■ WORK REQUIRED
In the listing below, every line with the word "position" needs to be copied.

■ ENTRIES PROVIDED

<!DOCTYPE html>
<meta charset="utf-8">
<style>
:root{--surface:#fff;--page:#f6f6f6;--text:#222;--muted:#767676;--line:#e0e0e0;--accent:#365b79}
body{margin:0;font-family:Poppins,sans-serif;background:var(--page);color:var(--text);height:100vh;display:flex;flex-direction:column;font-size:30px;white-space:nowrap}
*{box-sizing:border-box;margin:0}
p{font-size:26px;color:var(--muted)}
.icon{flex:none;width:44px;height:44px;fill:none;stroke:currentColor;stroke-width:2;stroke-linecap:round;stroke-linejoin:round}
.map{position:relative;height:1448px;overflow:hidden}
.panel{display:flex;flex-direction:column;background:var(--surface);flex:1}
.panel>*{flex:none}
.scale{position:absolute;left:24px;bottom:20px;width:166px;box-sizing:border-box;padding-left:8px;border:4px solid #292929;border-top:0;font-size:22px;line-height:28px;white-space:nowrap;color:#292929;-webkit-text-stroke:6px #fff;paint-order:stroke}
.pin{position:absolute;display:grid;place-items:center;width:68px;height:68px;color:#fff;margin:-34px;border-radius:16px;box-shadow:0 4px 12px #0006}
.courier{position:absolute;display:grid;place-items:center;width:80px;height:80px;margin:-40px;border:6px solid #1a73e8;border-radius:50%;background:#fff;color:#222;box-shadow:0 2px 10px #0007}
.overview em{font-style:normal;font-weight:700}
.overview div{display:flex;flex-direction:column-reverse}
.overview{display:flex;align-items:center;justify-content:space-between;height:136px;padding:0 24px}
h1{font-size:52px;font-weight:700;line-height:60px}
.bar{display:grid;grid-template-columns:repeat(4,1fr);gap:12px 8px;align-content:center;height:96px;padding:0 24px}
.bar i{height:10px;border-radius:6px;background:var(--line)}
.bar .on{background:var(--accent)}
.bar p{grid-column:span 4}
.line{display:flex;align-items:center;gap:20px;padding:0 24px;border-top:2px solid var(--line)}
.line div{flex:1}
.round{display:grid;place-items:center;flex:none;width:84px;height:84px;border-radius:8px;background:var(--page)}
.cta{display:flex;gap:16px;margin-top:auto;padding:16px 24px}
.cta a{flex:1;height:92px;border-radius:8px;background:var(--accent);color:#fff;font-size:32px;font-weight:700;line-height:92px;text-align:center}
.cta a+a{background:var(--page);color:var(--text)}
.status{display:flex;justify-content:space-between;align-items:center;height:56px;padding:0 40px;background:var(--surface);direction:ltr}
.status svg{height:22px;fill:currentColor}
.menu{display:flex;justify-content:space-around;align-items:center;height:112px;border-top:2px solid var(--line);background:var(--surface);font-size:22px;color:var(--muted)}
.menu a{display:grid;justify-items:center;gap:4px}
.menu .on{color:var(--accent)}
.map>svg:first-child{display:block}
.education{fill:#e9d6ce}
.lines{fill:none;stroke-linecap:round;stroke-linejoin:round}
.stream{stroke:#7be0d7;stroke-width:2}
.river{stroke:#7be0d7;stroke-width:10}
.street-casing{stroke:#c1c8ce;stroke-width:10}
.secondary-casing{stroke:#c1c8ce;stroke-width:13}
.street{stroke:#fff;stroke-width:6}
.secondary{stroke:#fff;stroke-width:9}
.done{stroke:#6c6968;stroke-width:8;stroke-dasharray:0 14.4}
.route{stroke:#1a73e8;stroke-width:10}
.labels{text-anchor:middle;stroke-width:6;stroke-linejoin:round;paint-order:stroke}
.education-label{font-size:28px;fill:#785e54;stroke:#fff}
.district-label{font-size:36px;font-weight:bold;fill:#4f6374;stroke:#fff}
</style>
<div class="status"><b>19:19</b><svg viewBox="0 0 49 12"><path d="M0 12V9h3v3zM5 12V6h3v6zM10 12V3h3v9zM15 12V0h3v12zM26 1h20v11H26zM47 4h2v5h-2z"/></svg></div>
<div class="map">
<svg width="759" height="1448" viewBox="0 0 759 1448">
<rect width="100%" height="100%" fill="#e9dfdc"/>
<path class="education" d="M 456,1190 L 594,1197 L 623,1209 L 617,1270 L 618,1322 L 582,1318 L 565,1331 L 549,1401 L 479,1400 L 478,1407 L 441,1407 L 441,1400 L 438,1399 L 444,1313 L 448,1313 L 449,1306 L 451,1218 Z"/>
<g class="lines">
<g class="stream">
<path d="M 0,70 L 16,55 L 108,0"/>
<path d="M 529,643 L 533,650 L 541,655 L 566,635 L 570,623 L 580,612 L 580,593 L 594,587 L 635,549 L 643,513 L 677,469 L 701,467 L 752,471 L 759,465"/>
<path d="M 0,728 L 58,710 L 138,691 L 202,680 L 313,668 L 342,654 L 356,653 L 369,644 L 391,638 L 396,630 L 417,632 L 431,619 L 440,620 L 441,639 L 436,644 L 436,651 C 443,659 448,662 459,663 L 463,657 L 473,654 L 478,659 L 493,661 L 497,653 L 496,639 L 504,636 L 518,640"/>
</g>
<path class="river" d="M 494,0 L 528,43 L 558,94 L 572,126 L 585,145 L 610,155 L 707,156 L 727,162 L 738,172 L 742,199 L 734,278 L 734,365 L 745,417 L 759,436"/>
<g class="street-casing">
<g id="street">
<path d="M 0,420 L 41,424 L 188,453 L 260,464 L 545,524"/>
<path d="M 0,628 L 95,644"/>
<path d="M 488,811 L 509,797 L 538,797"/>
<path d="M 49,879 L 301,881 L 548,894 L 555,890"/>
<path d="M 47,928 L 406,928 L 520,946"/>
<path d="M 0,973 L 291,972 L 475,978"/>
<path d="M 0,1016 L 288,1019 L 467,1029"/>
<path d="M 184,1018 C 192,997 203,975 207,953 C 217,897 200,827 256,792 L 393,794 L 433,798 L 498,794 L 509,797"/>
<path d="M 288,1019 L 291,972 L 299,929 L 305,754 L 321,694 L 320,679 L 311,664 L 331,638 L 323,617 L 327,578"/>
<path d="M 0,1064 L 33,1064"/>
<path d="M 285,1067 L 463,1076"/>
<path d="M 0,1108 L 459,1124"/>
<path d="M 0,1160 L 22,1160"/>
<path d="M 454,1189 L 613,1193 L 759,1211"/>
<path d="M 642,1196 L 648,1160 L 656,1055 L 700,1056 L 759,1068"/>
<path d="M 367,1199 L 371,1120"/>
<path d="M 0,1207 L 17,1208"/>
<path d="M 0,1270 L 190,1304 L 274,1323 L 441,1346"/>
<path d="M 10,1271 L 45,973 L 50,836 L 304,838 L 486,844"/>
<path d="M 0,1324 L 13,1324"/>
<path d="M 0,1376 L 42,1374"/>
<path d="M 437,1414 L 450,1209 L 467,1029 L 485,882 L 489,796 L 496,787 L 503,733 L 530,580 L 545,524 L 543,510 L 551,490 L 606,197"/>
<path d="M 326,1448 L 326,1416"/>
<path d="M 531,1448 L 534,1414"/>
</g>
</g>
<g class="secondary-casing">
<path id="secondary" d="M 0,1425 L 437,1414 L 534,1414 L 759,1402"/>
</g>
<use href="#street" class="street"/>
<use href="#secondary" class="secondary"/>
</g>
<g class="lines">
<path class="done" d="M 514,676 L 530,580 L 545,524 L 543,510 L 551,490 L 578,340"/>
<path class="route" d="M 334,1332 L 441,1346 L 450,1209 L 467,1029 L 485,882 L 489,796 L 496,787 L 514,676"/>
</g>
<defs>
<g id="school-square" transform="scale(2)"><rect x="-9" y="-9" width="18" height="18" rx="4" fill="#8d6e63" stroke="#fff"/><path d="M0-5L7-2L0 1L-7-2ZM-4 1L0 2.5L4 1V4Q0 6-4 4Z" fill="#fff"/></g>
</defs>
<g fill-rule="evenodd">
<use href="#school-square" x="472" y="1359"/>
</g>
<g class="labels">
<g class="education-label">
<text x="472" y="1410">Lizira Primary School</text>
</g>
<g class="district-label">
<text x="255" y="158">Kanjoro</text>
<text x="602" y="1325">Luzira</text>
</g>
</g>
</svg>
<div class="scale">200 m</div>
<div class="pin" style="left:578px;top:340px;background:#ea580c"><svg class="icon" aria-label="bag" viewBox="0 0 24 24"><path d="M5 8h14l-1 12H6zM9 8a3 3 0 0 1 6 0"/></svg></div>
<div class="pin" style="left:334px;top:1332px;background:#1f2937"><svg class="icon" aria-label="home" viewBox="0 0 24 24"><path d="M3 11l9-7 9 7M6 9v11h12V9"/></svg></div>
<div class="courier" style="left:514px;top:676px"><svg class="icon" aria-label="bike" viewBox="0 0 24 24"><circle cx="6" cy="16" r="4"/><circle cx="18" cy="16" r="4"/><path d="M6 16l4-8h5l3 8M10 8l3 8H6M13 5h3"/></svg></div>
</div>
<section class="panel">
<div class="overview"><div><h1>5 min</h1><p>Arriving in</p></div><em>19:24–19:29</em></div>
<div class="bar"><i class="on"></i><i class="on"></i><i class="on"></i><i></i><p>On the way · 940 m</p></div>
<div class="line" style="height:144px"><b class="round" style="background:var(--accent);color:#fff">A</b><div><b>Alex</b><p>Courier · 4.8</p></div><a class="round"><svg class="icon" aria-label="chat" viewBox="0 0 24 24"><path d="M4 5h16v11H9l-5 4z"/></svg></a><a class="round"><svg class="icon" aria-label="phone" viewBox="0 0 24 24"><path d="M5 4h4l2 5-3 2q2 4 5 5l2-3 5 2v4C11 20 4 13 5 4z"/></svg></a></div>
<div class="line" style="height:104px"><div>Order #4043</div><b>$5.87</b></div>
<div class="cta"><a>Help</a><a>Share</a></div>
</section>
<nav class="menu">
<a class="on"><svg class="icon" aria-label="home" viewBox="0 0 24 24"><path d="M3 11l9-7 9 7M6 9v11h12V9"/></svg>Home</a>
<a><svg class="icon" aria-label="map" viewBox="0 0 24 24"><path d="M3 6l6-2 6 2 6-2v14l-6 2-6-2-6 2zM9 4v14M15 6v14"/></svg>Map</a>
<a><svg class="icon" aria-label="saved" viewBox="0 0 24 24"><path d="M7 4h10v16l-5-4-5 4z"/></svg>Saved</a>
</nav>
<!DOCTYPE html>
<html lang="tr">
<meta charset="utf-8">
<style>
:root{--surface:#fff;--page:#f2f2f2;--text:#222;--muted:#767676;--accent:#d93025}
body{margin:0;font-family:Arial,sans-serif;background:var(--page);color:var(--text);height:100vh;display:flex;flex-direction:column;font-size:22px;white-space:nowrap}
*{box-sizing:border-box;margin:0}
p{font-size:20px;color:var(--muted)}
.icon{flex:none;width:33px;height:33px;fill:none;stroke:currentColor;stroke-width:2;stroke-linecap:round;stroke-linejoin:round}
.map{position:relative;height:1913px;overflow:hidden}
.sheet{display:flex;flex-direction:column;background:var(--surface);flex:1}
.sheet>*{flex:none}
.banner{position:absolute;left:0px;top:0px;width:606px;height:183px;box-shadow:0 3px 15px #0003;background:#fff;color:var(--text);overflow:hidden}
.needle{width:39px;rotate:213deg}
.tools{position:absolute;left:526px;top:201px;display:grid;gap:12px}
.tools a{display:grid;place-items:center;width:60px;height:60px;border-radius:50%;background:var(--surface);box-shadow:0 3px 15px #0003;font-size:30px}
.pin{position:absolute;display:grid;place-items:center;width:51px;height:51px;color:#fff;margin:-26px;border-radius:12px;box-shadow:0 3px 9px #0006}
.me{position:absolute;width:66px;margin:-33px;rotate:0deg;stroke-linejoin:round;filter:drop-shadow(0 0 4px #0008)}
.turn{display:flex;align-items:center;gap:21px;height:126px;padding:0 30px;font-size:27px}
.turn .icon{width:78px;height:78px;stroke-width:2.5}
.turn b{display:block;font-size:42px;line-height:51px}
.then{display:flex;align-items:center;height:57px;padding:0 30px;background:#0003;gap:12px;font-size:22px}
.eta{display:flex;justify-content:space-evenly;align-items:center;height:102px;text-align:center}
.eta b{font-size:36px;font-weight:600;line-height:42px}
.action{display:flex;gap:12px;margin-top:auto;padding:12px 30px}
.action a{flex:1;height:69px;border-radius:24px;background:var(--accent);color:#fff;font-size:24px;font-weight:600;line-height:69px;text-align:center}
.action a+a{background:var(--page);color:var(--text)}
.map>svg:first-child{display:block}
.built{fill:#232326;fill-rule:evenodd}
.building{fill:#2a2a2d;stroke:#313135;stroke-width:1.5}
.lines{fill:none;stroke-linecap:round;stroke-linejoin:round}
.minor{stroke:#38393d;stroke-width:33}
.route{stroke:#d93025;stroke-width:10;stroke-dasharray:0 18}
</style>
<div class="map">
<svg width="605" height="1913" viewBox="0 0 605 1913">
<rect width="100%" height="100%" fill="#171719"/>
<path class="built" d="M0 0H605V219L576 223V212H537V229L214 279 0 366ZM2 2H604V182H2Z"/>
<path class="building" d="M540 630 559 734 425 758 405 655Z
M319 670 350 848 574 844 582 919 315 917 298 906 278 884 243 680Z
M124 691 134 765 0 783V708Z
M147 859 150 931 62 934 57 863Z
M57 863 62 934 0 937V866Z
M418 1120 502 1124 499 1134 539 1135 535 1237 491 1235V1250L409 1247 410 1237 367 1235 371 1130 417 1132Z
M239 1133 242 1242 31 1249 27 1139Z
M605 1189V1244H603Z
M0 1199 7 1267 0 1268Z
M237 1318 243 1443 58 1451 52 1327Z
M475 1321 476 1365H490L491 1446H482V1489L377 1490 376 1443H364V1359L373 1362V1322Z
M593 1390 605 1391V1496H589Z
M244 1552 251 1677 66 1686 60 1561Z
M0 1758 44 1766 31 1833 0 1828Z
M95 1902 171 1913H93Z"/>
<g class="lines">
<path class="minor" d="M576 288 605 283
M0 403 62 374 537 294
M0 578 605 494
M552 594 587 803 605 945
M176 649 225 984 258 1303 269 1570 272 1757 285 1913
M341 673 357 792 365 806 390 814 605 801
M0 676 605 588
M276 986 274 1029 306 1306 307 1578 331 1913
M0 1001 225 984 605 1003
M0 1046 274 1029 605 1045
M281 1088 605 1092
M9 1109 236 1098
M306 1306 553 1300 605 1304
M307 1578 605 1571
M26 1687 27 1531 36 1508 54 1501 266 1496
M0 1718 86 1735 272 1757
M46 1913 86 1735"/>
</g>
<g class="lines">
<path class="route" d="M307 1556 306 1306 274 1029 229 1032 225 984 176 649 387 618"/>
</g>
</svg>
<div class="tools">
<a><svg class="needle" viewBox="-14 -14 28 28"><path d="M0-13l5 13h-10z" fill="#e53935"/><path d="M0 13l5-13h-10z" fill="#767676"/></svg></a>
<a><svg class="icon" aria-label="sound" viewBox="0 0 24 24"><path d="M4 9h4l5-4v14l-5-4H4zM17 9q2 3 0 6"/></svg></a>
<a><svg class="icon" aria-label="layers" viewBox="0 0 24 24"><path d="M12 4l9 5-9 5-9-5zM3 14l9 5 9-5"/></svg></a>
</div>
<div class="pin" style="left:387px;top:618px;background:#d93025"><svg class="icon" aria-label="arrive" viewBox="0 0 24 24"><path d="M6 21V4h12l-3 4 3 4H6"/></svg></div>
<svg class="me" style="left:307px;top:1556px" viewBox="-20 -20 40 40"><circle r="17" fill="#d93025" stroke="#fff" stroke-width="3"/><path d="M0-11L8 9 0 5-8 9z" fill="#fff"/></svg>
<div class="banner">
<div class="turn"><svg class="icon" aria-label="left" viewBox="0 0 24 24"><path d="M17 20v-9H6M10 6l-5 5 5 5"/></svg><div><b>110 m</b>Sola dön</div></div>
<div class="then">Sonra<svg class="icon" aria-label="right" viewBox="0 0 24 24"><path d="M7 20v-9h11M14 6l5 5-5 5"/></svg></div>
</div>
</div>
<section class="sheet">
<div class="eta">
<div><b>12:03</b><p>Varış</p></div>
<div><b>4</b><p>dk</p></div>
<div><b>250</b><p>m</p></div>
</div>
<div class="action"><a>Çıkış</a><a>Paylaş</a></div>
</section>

■ TASK OUTPUT
.map{position:relative;height:1448px;overflow:hidden}
.scale{position:absolute;left:24px;bottom:20px;width:166px;box-sizing:border-box;padding-left:8px;border:4px solid #292929;border-top:0;font-size:22px;line-height:28px;white-space:nowrap;color:#292929;-webkit-text-stroke:6px #fff;paint-order:stroke}
.pin{position:absolute;display:grid;place-items:center;width:68px;height:68px;color:#fff;margin:-34px;border-radius:16px;box-shadow:0 4px 12px #0006}
.courier{position:absolute;display:grid;place-items:center;width:80px;height:80px;margin:-40px;border:6px solid #1a73e8;border-radius:50%;background:#fff;color:#222;box-shadow:0 2px 10px #0007}
.map{position:relative;height:1913px;overflow:hidden}
.banner{position:absolute;left:0px;top:0px;width:606px;height:183px;box-shadow:0 3px 15px #0003;background:#fff;color:var(--text);overflow:hidden}
.tools{position:absolute;left:526px;top:201px;display:grid;gap:12px}
.pin{position:absolute;display:grid;place-items:center;width:51px;height:51px;color:#fff;margin:-26px;border-radius:12px;box-shadow:0 3px 9px #0006}
.me{position:absolute;width:66px;margin:-33px;rotate:0deg;stroke-linejoin:round;filter:drop-shadow(0 0 4px #0008)}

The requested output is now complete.